Fix SyncBatchNorm running var update issue by unlimblue · Pull Request #22248 · pytorch/pytorch

unlimblue · 2019-06-26T02:28:30Z

Fix #22192

change signature: func: batch_norm_gather_stats(Tensor input, Tensor mean, Tensor invstd, Tensor? running_mean, Tensor? running_var, float momentum, float eps, Tensor counts) -> (Tensor, Tensor)
change cuda & cuda head

std::tuple<Tensor, Tensor> batch_norm_gather_stats_cuda(const Tensor& self, const Tensor& mean, const Tensor& invstd, const Tensor& running_mean,
                                                        const Tensor& running_var, double momentum, double epsilon, int64_t count) {
                                                        const Tensor& running_var, double momentum, double epsilon, const Tensor& counts)

change python interface

class SyncBatchNorm(Function):
    def forward(self, input, weight, bias, running_mean, running_var, eps, momentum, process_group, world_size):
        ...

mrshenli · 2019-06-26T03:45:12Z

@pytorchbot retest this please

facebook-github-bot

@mrshenli has imported this pull request.

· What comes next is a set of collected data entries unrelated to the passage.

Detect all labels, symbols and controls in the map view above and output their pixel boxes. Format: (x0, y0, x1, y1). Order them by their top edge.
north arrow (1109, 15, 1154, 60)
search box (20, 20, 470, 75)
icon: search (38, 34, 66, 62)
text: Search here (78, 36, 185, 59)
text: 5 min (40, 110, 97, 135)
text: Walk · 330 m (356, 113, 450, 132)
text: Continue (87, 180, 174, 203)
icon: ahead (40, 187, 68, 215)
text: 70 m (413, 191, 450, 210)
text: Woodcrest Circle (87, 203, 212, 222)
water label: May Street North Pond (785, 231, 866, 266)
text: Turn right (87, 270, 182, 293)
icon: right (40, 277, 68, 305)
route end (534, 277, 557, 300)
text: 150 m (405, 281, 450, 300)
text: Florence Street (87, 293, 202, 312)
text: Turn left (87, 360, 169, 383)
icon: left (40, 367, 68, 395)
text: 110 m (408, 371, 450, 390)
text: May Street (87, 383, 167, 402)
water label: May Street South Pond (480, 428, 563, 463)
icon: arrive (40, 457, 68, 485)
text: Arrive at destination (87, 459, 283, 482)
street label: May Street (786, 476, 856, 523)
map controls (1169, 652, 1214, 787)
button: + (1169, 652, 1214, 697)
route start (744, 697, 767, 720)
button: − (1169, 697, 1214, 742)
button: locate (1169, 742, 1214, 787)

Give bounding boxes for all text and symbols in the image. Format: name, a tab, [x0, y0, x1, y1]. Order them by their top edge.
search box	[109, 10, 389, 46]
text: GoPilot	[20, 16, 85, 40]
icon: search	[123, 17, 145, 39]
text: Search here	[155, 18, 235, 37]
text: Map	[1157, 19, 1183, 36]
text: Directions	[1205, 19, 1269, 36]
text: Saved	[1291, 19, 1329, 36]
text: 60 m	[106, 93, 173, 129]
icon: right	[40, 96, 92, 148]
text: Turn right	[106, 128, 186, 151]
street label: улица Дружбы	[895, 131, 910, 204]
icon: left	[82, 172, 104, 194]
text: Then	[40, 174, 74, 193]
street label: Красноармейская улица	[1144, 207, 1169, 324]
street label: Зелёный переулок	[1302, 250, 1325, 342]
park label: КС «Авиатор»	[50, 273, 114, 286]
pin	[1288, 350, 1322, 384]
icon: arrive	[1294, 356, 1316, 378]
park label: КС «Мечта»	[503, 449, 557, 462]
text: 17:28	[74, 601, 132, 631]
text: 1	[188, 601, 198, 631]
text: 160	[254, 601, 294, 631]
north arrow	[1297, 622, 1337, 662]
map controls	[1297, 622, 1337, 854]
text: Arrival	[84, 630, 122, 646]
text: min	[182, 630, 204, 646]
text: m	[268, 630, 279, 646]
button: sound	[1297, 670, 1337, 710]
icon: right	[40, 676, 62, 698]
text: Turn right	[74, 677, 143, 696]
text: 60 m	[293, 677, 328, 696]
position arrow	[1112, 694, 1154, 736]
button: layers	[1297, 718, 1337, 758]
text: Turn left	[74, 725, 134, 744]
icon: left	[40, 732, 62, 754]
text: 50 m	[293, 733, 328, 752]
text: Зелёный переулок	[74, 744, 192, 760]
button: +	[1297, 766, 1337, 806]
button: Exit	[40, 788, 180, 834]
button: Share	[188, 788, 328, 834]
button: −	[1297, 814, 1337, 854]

If you are a Facebook employee, you can view this diff on Phabricator.

unlimblue · 2019-06-26T06:17:57Z

@mrshenli pytorch_xla_linux_trusty_py3_6_gcc5_4_build could retest again.

mrshenli

Thanks for contributing! Can you add a test in test/test_distributed.py to cover different input sizes?

mrshenli · 2019-06-26T17:54:32Z

aten/src/ATen/native/native_functions.yaml

    CUDA: batch_norm_elemt_cuda

- func: batch_norm_gather_stats(Tensor input, Tensor mean, Tensor invstd, Tensor? running_mean, Tensor? running_var, float momentum, float eps, int count) -> (Tensor, Tensor)
+- func: batch_norm_gather_stats(Tensor input, Tensor mean, Tensor invstd, Tensor? running_mean, Tensor? running_var, float momentum, float eps, Tensor counts) -> (Tensor, Tensor)


Will this cause any backward compatibility issue? It's true that this method is only used in torch/nn/modules/_functions.py in PyTorch, but we do expose it as an API. I am a little worried it is used in other projects. @gchanan is it OK to break BC here? Or should we keep both API where a single count arg is automatically expanded to a list?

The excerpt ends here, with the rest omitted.